PROBLEM TO WORK ON: Exact repetition is required: output every record in full.

EXERCISE DATA:
········
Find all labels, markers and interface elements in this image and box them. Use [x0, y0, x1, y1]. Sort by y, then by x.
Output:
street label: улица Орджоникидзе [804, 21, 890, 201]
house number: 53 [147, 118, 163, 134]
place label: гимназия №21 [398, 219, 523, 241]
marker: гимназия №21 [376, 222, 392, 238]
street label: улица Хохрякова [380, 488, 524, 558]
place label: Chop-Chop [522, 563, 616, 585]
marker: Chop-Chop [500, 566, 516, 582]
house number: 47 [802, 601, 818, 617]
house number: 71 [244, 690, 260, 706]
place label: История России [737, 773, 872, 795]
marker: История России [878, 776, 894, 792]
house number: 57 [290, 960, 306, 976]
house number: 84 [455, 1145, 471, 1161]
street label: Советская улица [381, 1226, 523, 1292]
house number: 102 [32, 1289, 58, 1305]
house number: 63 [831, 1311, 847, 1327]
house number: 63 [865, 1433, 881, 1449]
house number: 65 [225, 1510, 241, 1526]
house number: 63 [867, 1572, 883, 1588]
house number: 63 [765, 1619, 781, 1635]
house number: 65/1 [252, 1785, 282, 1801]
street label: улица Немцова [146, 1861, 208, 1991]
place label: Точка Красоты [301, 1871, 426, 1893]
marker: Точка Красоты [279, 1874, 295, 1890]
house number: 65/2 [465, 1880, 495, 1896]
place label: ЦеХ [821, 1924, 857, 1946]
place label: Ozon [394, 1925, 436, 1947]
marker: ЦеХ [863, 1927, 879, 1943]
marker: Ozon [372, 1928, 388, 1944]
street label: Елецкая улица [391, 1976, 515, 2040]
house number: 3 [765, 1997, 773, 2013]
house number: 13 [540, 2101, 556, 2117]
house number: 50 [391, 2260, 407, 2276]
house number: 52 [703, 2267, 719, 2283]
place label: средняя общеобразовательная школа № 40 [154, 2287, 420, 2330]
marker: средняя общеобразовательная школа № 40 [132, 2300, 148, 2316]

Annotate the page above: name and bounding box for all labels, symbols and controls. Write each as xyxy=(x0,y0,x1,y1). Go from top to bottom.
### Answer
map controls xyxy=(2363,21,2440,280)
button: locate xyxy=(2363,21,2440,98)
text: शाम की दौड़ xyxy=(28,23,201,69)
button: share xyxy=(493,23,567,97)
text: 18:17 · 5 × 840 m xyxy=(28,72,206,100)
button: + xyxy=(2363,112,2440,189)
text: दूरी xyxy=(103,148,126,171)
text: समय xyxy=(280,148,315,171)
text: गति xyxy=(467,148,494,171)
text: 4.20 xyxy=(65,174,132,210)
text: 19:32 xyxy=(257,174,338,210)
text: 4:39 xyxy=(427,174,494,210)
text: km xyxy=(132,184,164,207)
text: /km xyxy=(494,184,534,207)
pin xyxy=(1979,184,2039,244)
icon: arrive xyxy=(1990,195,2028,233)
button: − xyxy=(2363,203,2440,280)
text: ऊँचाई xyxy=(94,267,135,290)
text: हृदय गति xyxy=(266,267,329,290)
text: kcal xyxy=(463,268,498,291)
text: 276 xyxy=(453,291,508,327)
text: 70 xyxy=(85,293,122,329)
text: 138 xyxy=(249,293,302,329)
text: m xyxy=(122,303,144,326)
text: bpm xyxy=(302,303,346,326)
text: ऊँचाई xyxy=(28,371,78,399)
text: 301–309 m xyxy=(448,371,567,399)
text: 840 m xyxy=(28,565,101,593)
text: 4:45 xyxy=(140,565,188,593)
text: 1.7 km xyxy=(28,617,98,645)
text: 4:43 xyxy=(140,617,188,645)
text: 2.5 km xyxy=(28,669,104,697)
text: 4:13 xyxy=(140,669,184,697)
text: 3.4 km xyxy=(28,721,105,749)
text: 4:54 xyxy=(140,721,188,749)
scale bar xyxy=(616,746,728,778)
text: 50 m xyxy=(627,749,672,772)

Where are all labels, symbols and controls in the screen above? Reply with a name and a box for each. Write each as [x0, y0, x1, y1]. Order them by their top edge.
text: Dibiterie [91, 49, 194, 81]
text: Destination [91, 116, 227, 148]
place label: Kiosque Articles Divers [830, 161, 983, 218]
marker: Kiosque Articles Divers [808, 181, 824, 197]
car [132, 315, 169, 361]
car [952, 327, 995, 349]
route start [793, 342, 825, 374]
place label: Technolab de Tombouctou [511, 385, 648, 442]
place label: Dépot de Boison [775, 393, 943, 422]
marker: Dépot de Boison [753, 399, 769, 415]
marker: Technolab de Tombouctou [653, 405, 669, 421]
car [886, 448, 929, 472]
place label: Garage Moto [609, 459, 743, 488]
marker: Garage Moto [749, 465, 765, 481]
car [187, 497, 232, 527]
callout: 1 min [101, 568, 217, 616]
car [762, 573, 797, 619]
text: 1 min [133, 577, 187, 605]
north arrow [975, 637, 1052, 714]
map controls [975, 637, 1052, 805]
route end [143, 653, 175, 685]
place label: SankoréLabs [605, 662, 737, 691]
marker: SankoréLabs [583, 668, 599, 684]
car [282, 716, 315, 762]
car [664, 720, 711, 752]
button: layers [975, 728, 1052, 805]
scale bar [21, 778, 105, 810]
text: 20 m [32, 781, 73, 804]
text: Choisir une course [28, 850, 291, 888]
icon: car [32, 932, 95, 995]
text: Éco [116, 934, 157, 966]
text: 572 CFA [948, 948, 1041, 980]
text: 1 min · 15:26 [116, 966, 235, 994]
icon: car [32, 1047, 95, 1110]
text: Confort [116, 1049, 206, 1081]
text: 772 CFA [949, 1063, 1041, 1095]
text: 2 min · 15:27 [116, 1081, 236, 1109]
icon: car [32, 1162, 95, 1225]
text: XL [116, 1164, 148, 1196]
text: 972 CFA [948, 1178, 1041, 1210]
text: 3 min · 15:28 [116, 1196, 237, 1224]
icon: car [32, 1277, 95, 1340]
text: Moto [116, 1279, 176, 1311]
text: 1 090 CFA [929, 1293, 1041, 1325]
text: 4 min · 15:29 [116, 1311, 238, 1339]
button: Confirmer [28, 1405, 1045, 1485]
········
RESPONSE:
Find all labels, markers and interface elements in this image and box them. Use [x0, y0, x1, y1]. Sort by y, then by x.
Output:
street label: улица Орджоникидзе [804, 21, 890, 201]
house number: 53 [147, 118, 163, 134]
place label: гимназия №21 [398, 219, 523, 241]
marker: гимназия №21 [376, 222, 392, 238]
street label: улица Хохрякова [380, 488, 524, 558]
place label: Chop-Chop [522, 563, 616, 585]
marker: Chop-Chop [500, 566, 516, 582]
house number: 47 [802, 601, 818, 617]
house number: 71 [244, 690, 260, 706]
place label: История России [737, 773, 872, 795]
marker: История России [878, 776, 894, 792]
house number: 57 [290, 960, 306, 976]
house number: 84 [455, 1145, 471, 1161]
street label: Советская улица [381, 1226, 523, 1292]
house number: 102 [32, 1289, 58, 1305]
house number: 63 [831, 1311, 847, 1327]
house number: 63 [865, 1433, 881, 1449]
house number: 65 [225, 1510, 241, 1526]
house number: 63 [867, 1572, 883, 1588]
house number: 63 [765, 1619, 781, 1635]
house number: 65/1 [252, 1785, 282, 1801]
street label: улица Немцова [146, 1861, 208, 1991]
place label: Точка Красоты [301, 1871, 426, 1893]
marker: Точка Красоты [279, 1874, 295, 1890]
house number: 65/2 [465, 1880, 495, 1896]
place label: ЦеХ [821, 1924, 857, 1946]
place label: Ozon [394, 1925, 436, 1947]
marker: ЦеХ [863, 1927, 879, 1943]
marker: Ozon [372, 1928, 388, 1944]
street label: Елецкая улица [391, 1976, 515, 2040]
house number: 3 [765, 1997, 773, 2013]
house number: 13 [540, 2101, 556, 2117]
house number: 50 [391, 2260, 407, 2276]
house number: 52 [703, 2267, 719, 2283]
place label: средняя общеобразовательная школа № 40 [154, 2287, 420, 2330]
marker: средняя общеобразовательная школа № 40 [132, 2300, 148, 2316]

Annotate the page above: name and bounding box for all labels, symbols and controls. Write each as xyxy=(x0,y0,x1,y1). Go from top to bottom.
### Answer
map controls xyxy=(2363,21,2440,280)
button: locate xyxy=(2363,21,2440,98)
text: शाम की दौड़ xyxy=(28,23,201,69)
button: share xyxy=(493,23,567,97)
text: 18:17 · 5 × 840 m xyxy=(28,72,206,100)
button: + xyxy=(2363,112,2440,189)
text: दूरी xyxy=(103,148,126,171)
text: समय xyxy=(280,148,315,171)
text: गति xyxy=(467,148,494,171)
text: 4.20 xyxy=(65,174,132,210)
text: 19:32 xyxy=(257,174,338,210)
text: 4:39 xyxy=(427,174,494,210)
text: km xyxy=(132,184,164,207)
text: /km xyxy=(494,184,534,207)
pin xyxy=(1979,184,2039,244)
icon: arrive xyxy=(1990,195,2028,233)
button: − xyxy=(2363,203,2440,280)
text: ऊँचाई xyxy=(94,267,135,290)
text: हृदय गति xyxy=(266,267,329,290)
text: kcal xyxy=(463,268,498,291)
text: 276 xyxy=(453,291,508,327)
text: 70 xyxy=(85,293,122,329)
text: 138 xyxy=(249,293,302,329)
text: m xyxy=(122,303,144,326)
text: bpm xyxy=(302,303,346,326)
text: ऊँचाई xyxy=(28,371,78,399)
text: 301–309 m xyxy=(448,371,567,399)
text: 840 m xyxy=(28,565,101,593)
text: 4:45 xyxy=(140,565,188,593)
text: 1.7 km xyxy=(28,617,98,645)
text: 4:43 xyxy=(140,617,188,645)
text: 2.5 km xyxy=(28,669,104,697)
text: 4:13 xyxy=(140,669,184,697)
text: 3.4 km xyxy=(28,721,105,749)
text: 4:54 xyxy=(140,721,188,749)
scale bar xyxy=(616,746,728,778)
text: 50 m xyxy=(627,749,672,772)

Where are all labels, symbols and controls in the screen above? Reply with a name and a box for each. Write each as [x0, y0, x1, y1]. Order them by their top edge.
text: Dibiterie [91, 49, 194, 81]
text: Destination [91, 116, 227, 148]
place label: Kiosque Articles Divers [830, 161, 983, 218]
marker: Kiosque Articles Divers [808, 181, 824, 197]
car [132, 315, 169, 361]
car [952, 327, 995, 349]
route start [793, 342, 825, 374]
place label: Technolab de Tombouctou [511, 385, 648, 442]
place label: Dépot de Boison [775, 393, 943, 422]
marker: Dépot de Boison [753, 399, 769, 415]
marker: Technolab de Tombouctou [653, 405, 669, 421]
car [886, 448, 929, 472]
place label: Garage Moto [609, 459, 743, 488]
marker: Garage Moto [749, 465, 765, 481]
car [187, 497, 232, 527]
callout: 1 min [101, 568, 217, 616]
car [762, 573, 797, 619]
text: 1 min [133, 577, 187, 605]
north arrow [975, 637, 1052, 714]
map controls [975, 637, 1052, 805]
route end [143, 653, 175, 685]
place label: SankoréLabs [605, 662, 737, 691]
marker: SankoréLabs [583, 668, 599, 684]
car [282, 716, 315, 762]
car [664, 720, 711, 752]
button: layers [975, 728, 1052, 805]
scale bar [21, 778, 105, 810]
text: 20 m [32, 781, 73, 804]
text: Choisir une course [28, 850, 291, 888]
icon: car [32, 932, 95, 995]
text: Éco [116, 934, 157, 966]
text: 572 CFA [948, 948, 1041, 980]
text: 1 min · 15:26 [116, 966, 235, 994]
icon: car [32, 1047, 95, 1110]
text: Confort [116, 1049, 206, 1081]
text: 772 CFA [949, 1063, 1041, 1095]
text: 2 min · 15:27 [116, 1081, 236, 1109]
icon: car [32, 1162, 95, 1225]
text: XL [116, 1164, 148, 1196]
text: 972 CFA [948, 1178, 1041, 1210]
text: 3 min · 15:28 [116, 1196, 237, 1224]
icon: car [32, 1277, 95, 1340]
text: Moto [116, 1279, 176, 1311]
text: 1 090 CFA [929, 1293, 1041, 1325]
text: 4 min · 15:29 [116, 1311, 238, 1339]
button: Confirmer [28, 1405, 1045, 1485]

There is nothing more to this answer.